┌─ Information supplied

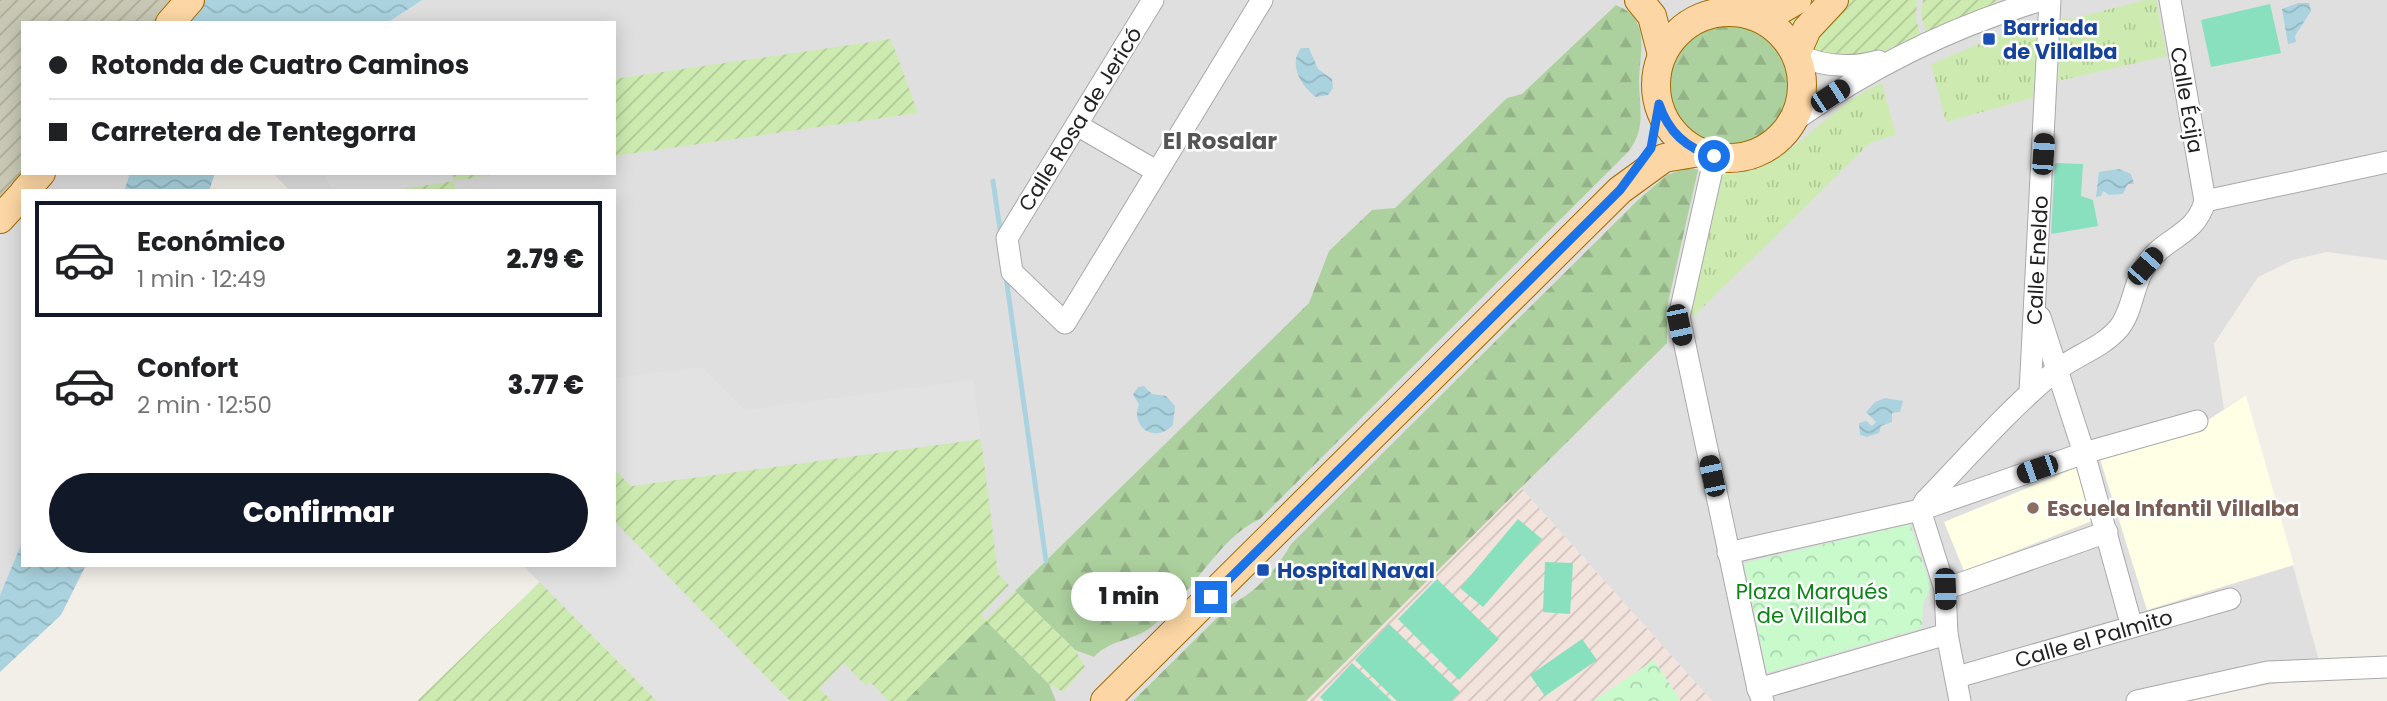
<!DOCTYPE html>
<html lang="es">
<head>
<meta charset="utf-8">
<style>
  :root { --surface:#fff; --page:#f2f2f2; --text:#202124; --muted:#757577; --line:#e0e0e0; --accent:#111827 }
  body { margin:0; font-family:Poppins,sans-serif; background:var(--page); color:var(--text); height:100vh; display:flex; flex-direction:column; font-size:26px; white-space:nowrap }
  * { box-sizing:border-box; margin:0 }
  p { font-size:23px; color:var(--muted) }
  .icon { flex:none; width:38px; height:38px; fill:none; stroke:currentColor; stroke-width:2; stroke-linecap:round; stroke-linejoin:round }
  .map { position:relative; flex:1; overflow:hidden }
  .side { position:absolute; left:21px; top:189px; width:595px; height:378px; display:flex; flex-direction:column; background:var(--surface); border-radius:0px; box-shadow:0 4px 18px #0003 }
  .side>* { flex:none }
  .top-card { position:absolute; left:21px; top:21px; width:595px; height:154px; border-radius:0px; box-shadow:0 4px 18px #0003; display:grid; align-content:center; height:154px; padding:0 28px; background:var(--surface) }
  .end { position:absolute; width:32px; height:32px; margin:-16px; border:9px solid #1a73e8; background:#fff; box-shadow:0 0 0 4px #fff }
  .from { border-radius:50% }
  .bubble { position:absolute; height:49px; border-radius:24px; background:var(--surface); box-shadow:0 4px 18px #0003; font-size:23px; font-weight:800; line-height:49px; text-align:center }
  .car { position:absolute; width:21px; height:42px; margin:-21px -10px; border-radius:9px; box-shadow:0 0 5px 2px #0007; background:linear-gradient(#222 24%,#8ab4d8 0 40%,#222 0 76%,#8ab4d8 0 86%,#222 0) }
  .top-card b { display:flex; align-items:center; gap:24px; height:66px; font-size:26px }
  .top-card b+b { border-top:2px solid var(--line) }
  .top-card i { width:18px; height:18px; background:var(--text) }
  ul { padding:12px 0 0; list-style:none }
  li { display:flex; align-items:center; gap:21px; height:116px; margin:0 14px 10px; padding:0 14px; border:4px solid transparent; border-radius:0px }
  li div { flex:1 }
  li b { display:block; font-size:26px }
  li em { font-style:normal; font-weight:800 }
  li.active { border-color:var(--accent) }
  li>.icon { width:63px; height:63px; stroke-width:1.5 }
  .action { display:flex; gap:14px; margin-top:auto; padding:14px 28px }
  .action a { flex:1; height:80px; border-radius:42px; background:var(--accent); color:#fff; font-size:28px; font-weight:800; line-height:80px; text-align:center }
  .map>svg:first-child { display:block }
  .residential { fill:#e0dfdf }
  .education { fill:#ffffe5 }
  .military { fill:url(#military-furrows) }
  .construction { fill:url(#construction-furrows) }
  .grass { fill:url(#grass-tufts) }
  .forest { fill:url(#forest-firs) }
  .park { fill:url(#park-crowns) }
  .garden { fill:url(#garden-furrows) }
  .pitch { fill:#88e0be }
  .parking { fill:#e2e2e2 }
  .water { fill:url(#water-waves) }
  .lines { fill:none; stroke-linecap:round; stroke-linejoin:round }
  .stream { stroke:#aad3df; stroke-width:5 }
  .minor-casing { stroke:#a9a9a9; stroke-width:23 }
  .major-casing { stroke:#a06b00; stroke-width:30 }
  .minor { stroke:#fff; stroke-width:21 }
  .major { stroke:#fcd6a4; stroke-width:28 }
  .route { stroke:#1a73e8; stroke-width:9 }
  .transit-dot { fill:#1a4fb4; stroke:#fff; stroke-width:2.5 }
  .education-dot { fill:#8d6e63; stroke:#fff; stroke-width:2.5 }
  .labels { text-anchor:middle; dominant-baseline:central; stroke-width:5; stroke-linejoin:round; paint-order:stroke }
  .transit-label { font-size:21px; font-weight:bold; fill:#164399; stroke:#fff; text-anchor:start }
  .street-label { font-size:21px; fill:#222; stroke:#fff }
  .education-label { font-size:21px; font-weight:bold; fill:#785e54; stroke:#fff; text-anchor:start }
  .park-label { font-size:21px; fill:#0c8416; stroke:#fff }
  .neighbourhood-label { font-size:23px; font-weight:bold; fill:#555; stroke:#fff }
</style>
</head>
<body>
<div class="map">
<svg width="2387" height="701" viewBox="0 0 2387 701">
  <defs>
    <pattern id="military-furrows" width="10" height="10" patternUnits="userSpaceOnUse" patternTransform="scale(1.75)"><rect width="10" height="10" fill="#f3e3dd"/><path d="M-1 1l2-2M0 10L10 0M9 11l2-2" fill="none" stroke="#d0c2bd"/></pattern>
    <pattern id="construction-furrows" width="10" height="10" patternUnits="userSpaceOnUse" patternTransform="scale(1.75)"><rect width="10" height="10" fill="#c7c7b4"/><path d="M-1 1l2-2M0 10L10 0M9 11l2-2" fill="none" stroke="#abab9a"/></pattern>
    <pattern id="grass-tufts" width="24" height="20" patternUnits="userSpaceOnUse" patternTransform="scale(1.75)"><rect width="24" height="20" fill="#cdebb0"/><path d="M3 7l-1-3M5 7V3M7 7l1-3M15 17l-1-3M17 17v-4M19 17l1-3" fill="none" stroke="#b0c997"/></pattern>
    <pattern id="forest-firs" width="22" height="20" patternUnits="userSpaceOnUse" patternTransform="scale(1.75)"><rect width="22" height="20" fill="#add19e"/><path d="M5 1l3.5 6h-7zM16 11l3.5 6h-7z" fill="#95b388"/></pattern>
    <pattern id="park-crowns" width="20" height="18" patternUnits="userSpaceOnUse" patternTransform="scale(1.75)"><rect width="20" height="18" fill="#c8facc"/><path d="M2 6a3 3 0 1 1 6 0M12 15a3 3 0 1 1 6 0" fill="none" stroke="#acd6af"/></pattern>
    <pattern id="garden-furrows" width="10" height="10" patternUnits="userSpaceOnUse" patternTransform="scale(1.75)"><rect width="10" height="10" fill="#cdebb0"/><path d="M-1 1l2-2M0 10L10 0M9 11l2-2" fill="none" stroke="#b0c997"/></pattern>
    <pattern id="water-waves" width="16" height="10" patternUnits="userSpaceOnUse" patternTransform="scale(1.75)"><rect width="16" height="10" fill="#aad3df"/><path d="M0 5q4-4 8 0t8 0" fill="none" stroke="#92b5bf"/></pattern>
  </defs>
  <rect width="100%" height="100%" fill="#f2efe9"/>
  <g class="residential">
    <path d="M0,0L23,23V173H130L124,191H23V540L0,595Z"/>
    <path d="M421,0H2387V260L2326,252L2293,260L2258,277L2214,344L2224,409L2246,395L2323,675L2177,701H1712L1521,488L1306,701H657L523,565H614V191H290L273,173H614V23H387Z"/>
  </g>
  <g class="education">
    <path d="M2246,395L2294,565L2147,610L2100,459L2193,430Z"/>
    <path d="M2076,468L2092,521L1964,571L1944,522Z"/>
  </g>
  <path class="military" d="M1521,488L1712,701H1306Z"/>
  <path class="construction" d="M0,0H181L170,23H23V173L0,219Z"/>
  <g class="grass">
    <path d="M2144,0H2156L2167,56L2058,81L2062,18L2072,19Z"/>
    <path d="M2041,18L2036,97L1946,122L1931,64Z"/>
    <path d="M1882,83L1896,135L1870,143L1693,317L1691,312L1723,174C1789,173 1824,106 1882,83Z"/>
  </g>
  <g class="forest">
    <path d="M1616,5C1651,19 1640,50 1639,80C1639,107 1647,128 1628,152L1260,519C1218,537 1189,600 1150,628C1132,641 1109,640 1094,657L1075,650L1015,591L1309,303L1329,251L1372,210L1395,208L1507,98L1522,94Z"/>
    <circle cx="1729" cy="85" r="73"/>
    <path d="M1689,167L1698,170L1667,307V343L1306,701H1133L1230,605C1254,594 1278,568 1291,544L1638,200L1667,175Z"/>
    <path d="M986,620L1049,684L1056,701H905Z"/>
  </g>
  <g class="park">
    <path d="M1910,524L1931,587L1923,604L1922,628L1767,673L1744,563Z"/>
    <path d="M1654,660L1681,701H1593Z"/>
  </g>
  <g class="garden">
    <path d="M1797,0H1917L1916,20L1924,45L1853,66L1787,40L1769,23Z"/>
    <path d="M1923,0H1998L1930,42L1921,16Z"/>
    <path d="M891,39L918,113L614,156V79Z"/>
    <path d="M453,173H504L454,181L455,191H389L453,181Z"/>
    <path d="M981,439L998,574L1009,585L981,615L986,620L1015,591L1075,650L1085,667L1063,692L1049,684L986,621L905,701H889L870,682L866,686L844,663L819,688L832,701H790L614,521V469L631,486Z"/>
    <path d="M540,582L657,701H417Z"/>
  </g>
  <g class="pitch">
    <path d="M2270,4L2281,53L2211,67L2201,20Z"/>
    <path d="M2055,163L2083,164L2081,196L2093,200L2098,226L2051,234Z"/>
    <path d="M1518,519L1542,539L1483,607L1460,588Z"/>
    <path d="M1545,562L1573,563L1570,614L1543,612Z"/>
    <path d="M1437,579L1499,639L1459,680L1398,619Z"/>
    <path d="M1389,624L1460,692L1451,701H1397L1355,660Z"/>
    <path d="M1582,639L1597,660L1545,696L1530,675Z"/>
    <path d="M1352,663L1392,701H1324L1320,697Z"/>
  </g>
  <g class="parking">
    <path d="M324,173H453L454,181L389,191H333Z"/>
    <path d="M702,367L745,410L973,380L981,439L631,486L614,469V378Z"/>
    <path d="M614,521L724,634L790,701H657L523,565H614Z"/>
  </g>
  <g class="water">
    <path d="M190,0H422L387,23H170Z"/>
    <path d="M2298,3H2309L2311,11L2295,36L2296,42L2288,44L2282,9Z"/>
    <path d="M1301,48H1309L1318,69L1332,79L1333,88L1328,95L1316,97C1301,86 1288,64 1301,48Z"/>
    <path d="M2119,169L2131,174L2134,184H2128L2123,194L2109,195L2103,191L2101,196L2096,197L2099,172Z"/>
    <path d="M130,173H215L209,191H124Z"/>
    <path d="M1144,386L1152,394L1166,396L1175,406L1173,425C1155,444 1130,427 1139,404L1133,395L1138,387Z"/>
    <path d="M1885,398L1903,401L1900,412L1892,413V422L1881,426L1879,433L1867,437L1860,435L1859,423L1866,421L1872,426L1876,422L1866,412L1875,402Z"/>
    <path d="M23,540V565H86L61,615L0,672V595Z"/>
  </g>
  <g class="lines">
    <g class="stream">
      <path d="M993,181L1001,236"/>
      <path d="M1006,277L1046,561"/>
    </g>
    <defs>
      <g id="minor">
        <path d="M1153,0L1007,238L1012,272L1065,323L1262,0"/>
        <path d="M1796,54C1823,67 1849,69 1878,61"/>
        <path d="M1792,122C1869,68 1952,26 2042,0"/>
        <path d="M1077,125L1156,171"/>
        <path d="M1715,156L1679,317L1758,689L1763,701"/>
        <path d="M2205,201L2387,162"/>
        <path d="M2040,317L2084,453L2132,627"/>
        <path id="s1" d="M2030,393L2050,0"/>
        <path d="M1728,553L1920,510L1925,501C1967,458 2007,411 2053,373C2073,356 2101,349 2119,328C2133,311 2133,283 2146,265C2165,236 2195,237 2205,201L2170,0"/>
        <path d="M1945,589L2107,532"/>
        <path id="s2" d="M1957,677L2230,599"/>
        <path d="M1758,689L1947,634"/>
        <path d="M1960,701L1947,634L1945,589L1920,510L2084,453L2197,421"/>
        <path d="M2137,701L2268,672L2387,667"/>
      </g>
      <g id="major">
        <path d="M1639,0L1652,16L1662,55"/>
        <circle cx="1729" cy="85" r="73"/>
        <path d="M1748,14L1778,11L1797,0"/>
        <path d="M170,23L190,0"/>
        <path d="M1796,54L1807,29L1834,0"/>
        <path d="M25,191L41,173"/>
        <path d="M0,219L23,194"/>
        <path d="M1105,701L1620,190L1664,158L1700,152"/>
      </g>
    </defs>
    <use href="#minor" class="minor-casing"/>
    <use href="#major" class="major-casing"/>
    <use href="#minor" class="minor"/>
    <use href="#major" class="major"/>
  </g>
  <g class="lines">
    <path class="route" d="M1211,597L1620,190L1651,148L1659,104C1668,131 1687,149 1714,156"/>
  </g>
  <g class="transit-dot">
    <rect x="1982" y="32" width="14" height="14" rx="3.5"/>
    <rect x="1256" y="563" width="14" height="14" rx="3.5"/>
  </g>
  <circle class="education-dot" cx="2033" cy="508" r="7"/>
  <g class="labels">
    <g class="transit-label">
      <text x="2003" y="27">Barriada<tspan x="2003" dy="24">de Villalba</tspan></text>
      <text x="1277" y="570">Hospital Naval</text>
    </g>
    <g class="street-label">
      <text transform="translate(2187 100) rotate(80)">Calle Écija</text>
      <text transform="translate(1080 119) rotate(-58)">Calle Rosa de Jericó</text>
      <text stroke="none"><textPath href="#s1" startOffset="133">Calle Eneldo</textPath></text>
      <text stroke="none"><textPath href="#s2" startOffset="142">Calle el Palmito</textPath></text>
    </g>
    <g class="education-label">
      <text x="2047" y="508">Escuela Infantil Villalba</text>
    </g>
    <g class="park-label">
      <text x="1812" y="591">Plaza Marqués<tspan x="1812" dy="24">de Villalba</tspan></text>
    </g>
    <g class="neighbourhood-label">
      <text x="1220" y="141">El Rosalar</text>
    </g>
  </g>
</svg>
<i class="end from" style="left:1714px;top:156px"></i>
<i class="end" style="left:1211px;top:597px"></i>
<div class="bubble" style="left:1071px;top:572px;width:116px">1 min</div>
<i class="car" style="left:1830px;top:96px;rotate:57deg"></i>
<i class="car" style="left:2043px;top:154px;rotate:4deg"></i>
<i class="car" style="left:2145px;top:266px;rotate:41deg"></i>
<i class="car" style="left:1679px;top:325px;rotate:168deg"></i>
<i class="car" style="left:2037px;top:469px;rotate:251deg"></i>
<i class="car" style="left:1712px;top:476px;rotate:348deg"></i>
<i class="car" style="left:1945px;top:589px;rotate:178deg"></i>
<div class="top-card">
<b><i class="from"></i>Rotonda de Cuatro Caminos</b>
<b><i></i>Carretera de Tentegorra</b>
</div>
<section class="side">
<ul>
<li class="active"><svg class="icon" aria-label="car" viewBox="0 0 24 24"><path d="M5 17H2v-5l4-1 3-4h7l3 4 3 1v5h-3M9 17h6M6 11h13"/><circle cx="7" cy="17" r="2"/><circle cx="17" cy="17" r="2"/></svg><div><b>Económico</b><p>1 min · 12:49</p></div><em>2.79 €</em></li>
<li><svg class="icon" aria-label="car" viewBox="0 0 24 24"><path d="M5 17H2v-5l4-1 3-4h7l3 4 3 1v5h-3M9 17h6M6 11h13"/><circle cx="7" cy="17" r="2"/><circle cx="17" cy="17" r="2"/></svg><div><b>Confort</b><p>2 min · 12:50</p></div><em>3.77 €</em></li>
</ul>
<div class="action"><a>Confirmar</a></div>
</section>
</div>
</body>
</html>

└─

Problem
Could you copy, exactly and with no pictures, each line from the first one above to the line holding "padding:12px 0 0;"?

Exercise solution
<!DOCTYPE html>
<html lang="es">
<head>
<meta charset="utf-8">
<style>
  :root { --surface:#fff; --page:#f2f2f2; --text:#202124; --muted:#757577; --line:#e0e0e0; --accent:#111827 }
  body { margin:0; font-family:Poppins,sans-serif; background:var(--page); color:var(--text); height:100vh; display:flex; flex-direction:column; font-size:26px; white-space:nowrap }
  * { box-sizing:border-box; margin:0 }
  p { font-size:23px; color:var(--muted) }
  .icon { flex:none; width:38px; height:38px; fill:none; stroke:currentColor; stroke-width:2; stroke-linecap:round; stroke-linejoin:round }
  .map { position:relative; flex:1; overflow:hidden }
  .side { position:absolute; left:21px; top:189px; width:595px; height:378px; display:flex; flex-direction:column; background:var(--surface); border-radius:0px; box-shadow:0 4px 18px #0003 }
  .side>* { flex:none }
  .top-card { position:absolute; left:21px; top:21px; width:595px; height:154px; border-radius:0px; box-shadow:0 4px 18px #0003; display:grid; align-content:center; height:154px; padding:0 28px; background:var(--surface) }
  .end { position:absolute; width:32px; height:32px; margin:-16px; border:9px solid #1a73e8; background:#fff; box-shadow:0 0 0 4px #fff }
  .from { border-radius:50% }
  .bubble { position:absolute; height:49px; border-radius:24px; background:var(--surface); box-shadow:0 4px 18px #0003; font-size:23px; font-weight:800; line-height:49px; text-align:center }
  .car { position:absolute; width:21px; height:42px; margin:-21px -10px; border-radius:9px; box-shadow:0 0 5px 2px #0007; background:linear-gradient(#222 24%,#8ab4d8 0 40%,#222 0 76%,#8ab4d8 0 86%,#222 0) }
  .top-card b { display:flex; align-items:center; gap:24px; height:66px; font-size:26px }
  .top-card b+b { border-top:2px solid var(--line) }
  .top-card i { width:18px; height:18px; background:var(--text) }
  ul { padding:12px 0 0; list-style:none }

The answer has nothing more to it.